Password-like, these mind powers of seasons,
bright shapes borne in the suffering world,
tokening old releasers' prayers.
Summers out of mind it was so.
But now as keepsakes these two doze alone.
Fear of law, these late years,
or forgetfulness, holds the priest's
hard-pressed gift from gold-feathered throats.

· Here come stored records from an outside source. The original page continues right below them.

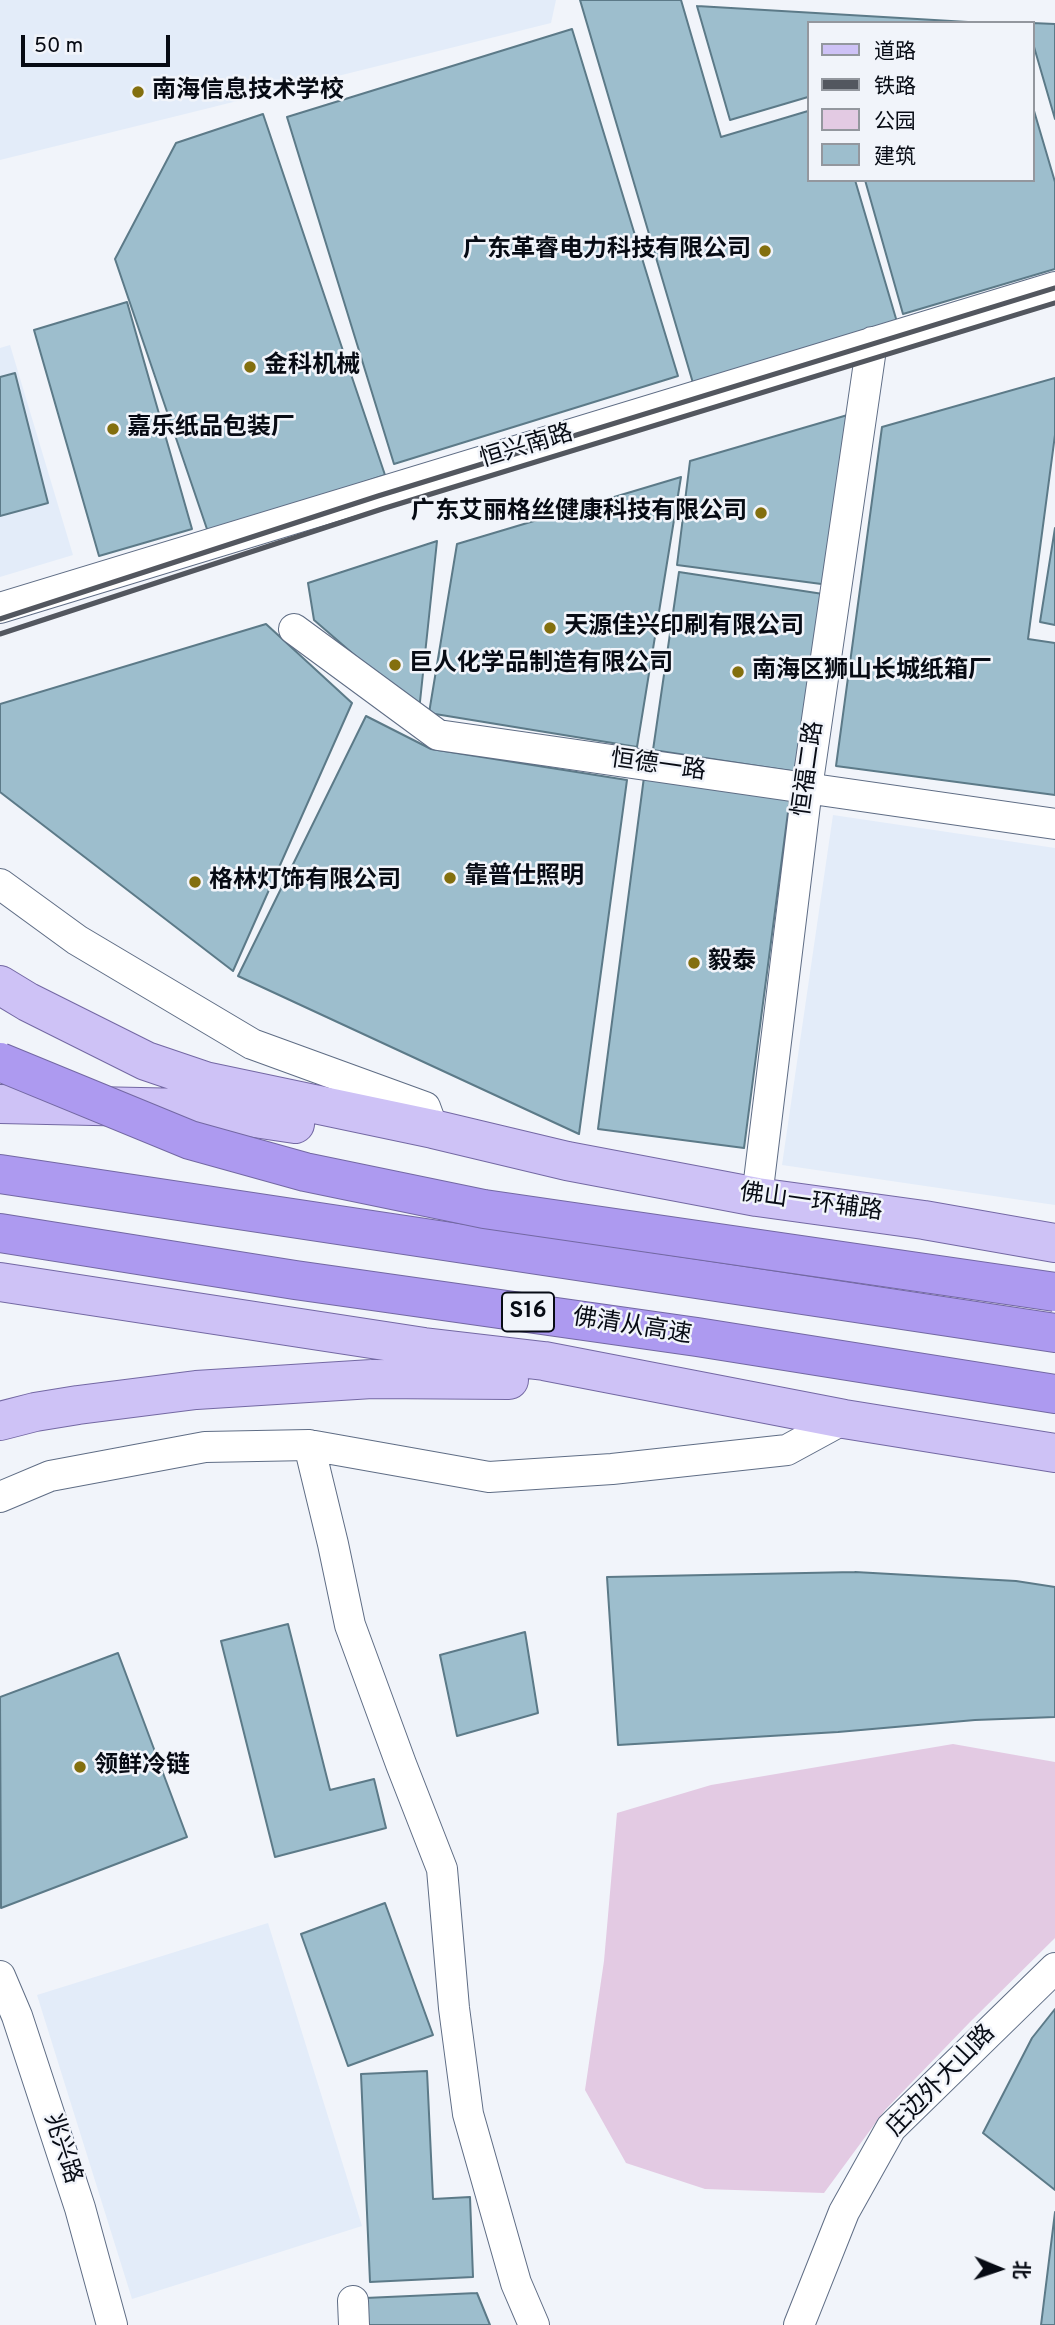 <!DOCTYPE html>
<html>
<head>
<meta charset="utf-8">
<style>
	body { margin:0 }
	#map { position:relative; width:1055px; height:2325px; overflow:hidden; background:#f1f4fa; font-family:Overpass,"Noto Sans SC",sans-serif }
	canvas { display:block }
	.legend { position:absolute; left:807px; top:21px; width:228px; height:161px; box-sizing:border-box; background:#f1f4fa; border:2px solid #93979e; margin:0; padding:9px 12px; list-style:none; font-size:21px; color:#070b14 }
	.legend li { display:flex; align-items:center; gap:14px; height:35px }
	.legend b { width:35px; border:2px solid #93979e }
	.north { position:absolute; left:964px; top:2234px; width:70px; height:70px; -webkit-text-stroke:5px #f1f4fa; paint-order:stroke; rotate:92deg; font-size:19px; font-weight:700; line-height:28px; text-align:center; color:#070b14 }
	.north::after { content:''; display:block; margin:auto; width:24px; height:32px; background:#070b14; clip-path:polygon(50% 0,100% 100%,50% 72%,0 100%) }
	.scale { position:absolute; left:21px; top:35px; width:149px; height:32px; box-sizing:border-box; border:4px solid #070b14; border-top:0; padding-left:9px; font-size:21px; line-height:24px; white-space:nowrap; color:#070b14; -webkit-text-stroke:5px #f1f4fa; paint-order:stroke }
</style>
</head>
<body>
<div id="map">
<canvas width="1055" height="2325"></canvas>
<ul class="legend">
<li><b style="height:9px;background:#cec2f6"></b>道路</li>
<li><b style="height:9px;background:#53575f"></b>铁路</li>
<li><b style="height:19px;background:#e3cae3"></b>公园</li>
<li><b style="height:19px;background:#9dbecd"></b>建筑</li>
</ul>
<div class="north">北</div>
<div class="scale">50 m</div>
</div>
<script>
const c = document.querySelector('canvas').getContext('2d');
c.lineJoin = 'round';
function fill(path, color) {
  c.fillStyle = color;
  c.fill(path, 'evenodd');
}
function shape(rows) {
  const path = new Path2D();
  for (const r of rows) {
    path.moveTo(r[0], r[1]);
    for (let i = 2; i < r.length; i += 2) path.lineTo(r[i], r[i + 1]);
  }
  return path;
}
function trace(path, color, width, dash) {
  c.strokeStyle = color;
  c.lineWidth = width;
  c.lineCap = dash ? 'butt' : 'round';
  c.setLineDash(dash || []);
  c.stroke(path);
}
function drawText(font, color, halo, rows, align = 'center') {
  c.font = font + ' Overpass,"Noto Sans SC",sans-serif';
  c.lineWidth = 5;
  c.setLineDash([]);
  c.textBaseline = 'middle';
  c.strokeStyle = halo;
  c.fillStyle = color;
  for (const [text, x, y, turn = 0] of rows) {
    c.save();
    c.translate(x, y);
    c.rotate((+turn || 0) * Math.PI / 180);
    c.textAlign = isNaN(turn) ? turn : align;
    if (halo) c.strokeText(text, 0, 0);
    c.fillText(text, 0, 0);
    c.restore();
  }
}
fill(shape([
	[0,0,556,0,551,23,0,160],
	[10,345,73,555,0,577,0,348],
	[833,815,1055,848,1055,1205,782,1165],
	[268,1923,362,2226,132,2299,37,1995]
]), '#e3ecf9');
fill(shape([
	[953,1744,1055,1762,1055,1938,970,2022,885,2110,824,2193,705,2189,626,2163,585,2090,604,1961,617,1813,711,1785]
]), '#e3cae3');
const building = shape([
	[580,0,681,0,721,137,808,111,808,180,855,180,897,322,693,383,580,0],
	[697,6,985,23,808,23,808,97,730,120,697,6],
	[1032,23,1055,24,1055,119,1032,40,1032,23],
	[572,29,678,376,394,464,287,117,572,29],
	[1032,104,1055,182,1055,269,903,314,865,180,1032,180,1032,104],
	[263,114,385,475,209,535,115,259,176,143,263,114],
	[127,302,192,529,99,556,34,330,127,302],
	[15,373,48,503,0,516,0,377,15,373],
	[1055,378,1055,435,1028,639,1055,643,1055,795,836,766,882,427,1055,378],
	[851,414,829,585,677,565,690,461,851,414],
	[681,477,637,747,429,713,457,544,681,477],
	[1055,528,1055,625,1040,622,1055,528],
	[437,541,419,711,314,620,308,583,437,541],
	[679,572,823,594,797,772,653,750,679,572],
	[266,624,352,703,233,971,0,792,0,704,266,624],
	[366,716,431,749,627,780,579,1134,238,976,366,716],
	[644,777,790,797,744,1148,598,1129,644,777],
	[855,1572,1016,1581,1055,1587,1055,1717,975,1720,838,1732,618,1745,607,1577,855,1572],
	[288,1624,330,1790,374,1779,386,1828,275,1857,221,1641,288,1624],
	[525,1632,538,1713,457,1736,440,1655,525,1632],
	[118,1653,187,1837,1,1908,0,1697,118,1653],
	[385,1903,433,2035,348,2066,301,1934,385,1903],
	[1055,2009,1055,2190,983,2133,1032,2038,1055,2009],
	[427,2071,433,2199,470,2197,473,2277,370,2282,361,2074,427,2071],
	[1055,2212,1055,2325,1041,2325,1055,2212],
	[477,2293,490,2325,366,2325,365,2298,477,2293]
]);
fill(building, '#9dbecd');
trace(building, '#5c7a88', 2);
const minor = shape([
	[0,608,1055,287],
	[294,629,438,735,1055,824],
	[0,884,77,940,252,1044,425,1107,433,1129],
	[757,1197,807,788,872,342],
	[309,1445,333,1544,350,1625,401,1764,442,1869,454,2008,468,2114,516,2283,534,2325],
	[0,1497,50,1476,205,1447,309,1445,489,1477,612,1469,787,1450,844,1419],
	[0,1976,17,2016,80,2208,112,2325],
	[353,2301,354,2325],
	[799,2325,844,2212,891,2128,1055,1968]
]);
const major = shape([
	[0,985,28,1002,146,1061,205,1081,433,1129,567,1161,757,1197,924,1220,1055,1243],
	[0,1104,187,1108,295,1124],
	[0,1282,424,1347,544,1361,844,1419,1055,1453],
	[0,1421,35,1412,78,1405,196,1390,372,1379,509,1380]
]);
const highway = shape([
	[0,1174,1055,1333],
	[0,1233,295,1280,697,1337,1055,1394]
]);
trace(minor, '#5f6d85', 32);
trace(major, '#7368a3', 40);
trace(highway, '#7368a3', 40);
trace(minor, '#fff', 30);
trace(major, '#cec2f6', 38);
trace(highway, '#ad9af0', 38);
trace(shape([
	[0,619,378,496,1055,288],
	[0,634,382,509,1055,303]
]), '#53575f', 5);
const highwayBridge = shape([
	[0,1062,190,1140,305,1172,484,1209,1055,1292]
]);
trace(highwayBridge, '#7368a3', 40, []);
trace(highwayBridge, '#ad9af0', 38);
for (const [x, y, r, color] of [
	[138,92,7,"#836f0e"],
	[765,251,7,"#836f0e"],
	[250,367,7,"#836f0e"],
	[113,429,7,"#836f0e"],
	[761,513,7,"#836f0e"],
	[550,628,7,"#836f0e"],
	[395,665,7,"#836f0e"],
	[738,672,7,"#836f0e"],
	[450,878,7,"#836f0e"],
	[195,882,7,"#836f0e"],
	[694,963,7,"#836f0e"],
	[80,1767,7,"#836f0e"]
]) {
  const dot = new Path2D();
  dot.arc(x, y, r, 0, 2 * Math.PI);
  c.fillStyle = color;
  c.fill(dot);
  trace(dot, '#f1f4fa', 2.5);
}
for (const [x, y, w] of [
	[528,1312,52]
]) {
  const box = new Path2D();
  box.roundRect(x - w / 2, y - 19.5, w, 39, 5);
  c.fillStyle = '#f1f4fa';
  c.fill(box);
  trace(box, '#070b14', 2);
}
drawText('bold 23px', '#070b14', null, [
	["S16",528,1312]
]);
drawText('bold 24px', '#070b14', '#f1f4fa', [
	["南海信息技术学校",152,92],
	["广东革睿电力科技有限公司",751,251,"right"],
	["金科机械",264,367],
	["嘉乐纸品包装厂",127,429],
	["广东艾丽格丝健康科技有限公司",747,513,"right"],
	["天源佳兴印刷有限公司",564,628],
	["巨人化学品制造有限公司",409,665],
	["南海区狮山长城纸箱厂",752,672],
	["靠普仕照明",464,878],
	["格林灯饰有限公司",209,882],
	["毅泰",708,963],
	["领鲜冷链",94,1767]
], 'left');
drawText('24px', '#070b14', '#f1f4fa', [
	["恒兴南路",527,448,-17],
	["恒德一路",658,767,8],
	["恒福二路",810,769,-82],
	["佛山一环辅路",811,1204,8],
	["佛清从高速",632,1328,9],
	["庄边外大山路",942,2082,-46],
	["兆兴路",61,2149,72]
]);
</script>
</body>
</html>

Burnished shapes dust the sagebrush hourly,
straying down from the high-powered road.
Loitering feet rouse barking peals,
scurries from the shadows of adobe.
Rusted wrecks roost fowl; faint household
sounds, querulous, Asiatic,
echo at the chasm's edge. The glass eyes
click. Pots bang. They depart.



Shimmering and vast visions of aridity
swim to the gold thralls' effortless sight.
Minute ore-carriers, groaning astraddle
their burden, heave to light petrified
lees of a fern-garden, monster-trodden anew,
while brandished off where brazen
dust clouds hang in growing
billows over testing grounds,



giant claws mine the marred horizon.
Snaked earth, crow-spotted through the sun-leagues,
coils in their fierce emphatic eyes,
cleansed by the flicker of the lids' nictation.
Bright existence makes them tired.
Stretching like sun-vexed passengers,
idly, each tucks a talon's fist
in golden underdown.



Dark's first breeze, canyon-bred, balloons
the bleached man-shapes, spirited and fast
dispirited again, that ring their roost.
Elevated, purpled by the frantic sun,
the far rim grows a thundrous crest.
Phosphorous eyes light depths of adobe.
The cagelike hum of metal reeds
choirs other worlds.



Suddenly awake, startled at the arc
of a sun-stolen splendor, hurling up high
and hornlike from the crest,
with glimmering and journey-weary eyes,
the warriors, tranced to the march
of the worldwide ravishing darkness,
watch the glowing fusile shape that climbs it,
unwinged, homing, to the verge of sight.